University of Arkansas: Libraries Publish Arkansas Extension Service Mimeograph Digital Collection. “The collection contains 5,362 individual scans comprising 324 reports. The Mimeograph Series, published from 1949-1984, gave Arkansas farmers information about choosing and planting different varieties of crops. The results of field testing, chemical and pesticide trials, seed tests and cultivation experiments were included.”


IGN: The Strong Museum of Play Houses Newly Donated LGBTQIA Video Games Collection. “The collection includes articles, websites, blogs, web forums, videos, images, instances of representation (including homophobia and transphobia), relationships and more, and lives both in the museum as a research aid and publicly online. The collection, boasting 1,290 games, features titles such as The Legend of Zelda, Final Fantasy, Super Mario Brothers, Fallout, and The Sims, and many more you may not have ever heard of.” I mentioned the original launch of this archive in 2016 but it sounds like it grew a bit before moving to its new home.

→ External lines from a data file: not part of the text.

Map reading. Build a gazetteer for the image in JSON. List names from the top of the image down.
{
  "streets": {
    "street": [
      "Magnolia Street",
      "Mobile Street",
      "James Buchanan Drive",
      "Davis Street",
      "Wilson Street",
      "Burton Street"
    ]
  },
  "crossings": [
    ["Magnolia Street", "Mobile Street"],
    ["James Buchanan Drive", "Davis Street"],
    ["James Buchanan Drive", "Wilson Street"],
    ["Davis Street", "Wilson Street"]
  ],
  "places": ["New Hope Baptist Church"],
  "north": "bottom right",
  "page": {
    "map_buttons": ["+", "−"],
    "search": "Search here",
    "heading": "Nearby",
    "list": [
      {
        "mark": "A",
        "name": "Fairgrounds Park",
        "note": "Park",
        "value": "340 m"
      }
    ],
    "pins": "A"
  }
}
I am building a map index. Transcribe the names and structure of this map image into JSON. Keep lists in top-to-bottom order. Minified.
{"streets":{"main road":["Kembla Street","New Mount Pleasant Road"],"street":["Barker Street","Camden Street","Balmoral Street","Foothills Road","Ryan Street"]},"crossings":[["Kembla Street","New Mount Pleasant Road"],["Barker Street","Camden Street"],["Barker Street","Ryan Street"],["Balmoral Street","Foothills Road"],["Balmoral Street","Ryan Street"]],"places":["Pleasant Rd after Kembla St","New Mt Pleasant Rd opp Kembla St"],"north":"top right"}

Bloomberg: Facebook Building Cameo-Inspired Tool to Let Fans Pay Celebrities for Face Time. “The tool, called Super, will let creators, entrepreneurs or celebrities host live, interactive video events. Viewers can tip creators by buying them digital gifts, or pay to ‘appear’ alongside a creator during the livestream to ask a question or take a selfie, according to a person familiar with the new feature, who spoke on the condition of anonymity because the product hasn’t been announced publicly.”


The Guardian: Rival disinformation campaigns targeted African users, Facebook says. “Rival French and Russian disinformation campaigns have sought to deceive and influence internet users in the Central African Republic ahead of an election later this month, Facebook said on Tuesday.”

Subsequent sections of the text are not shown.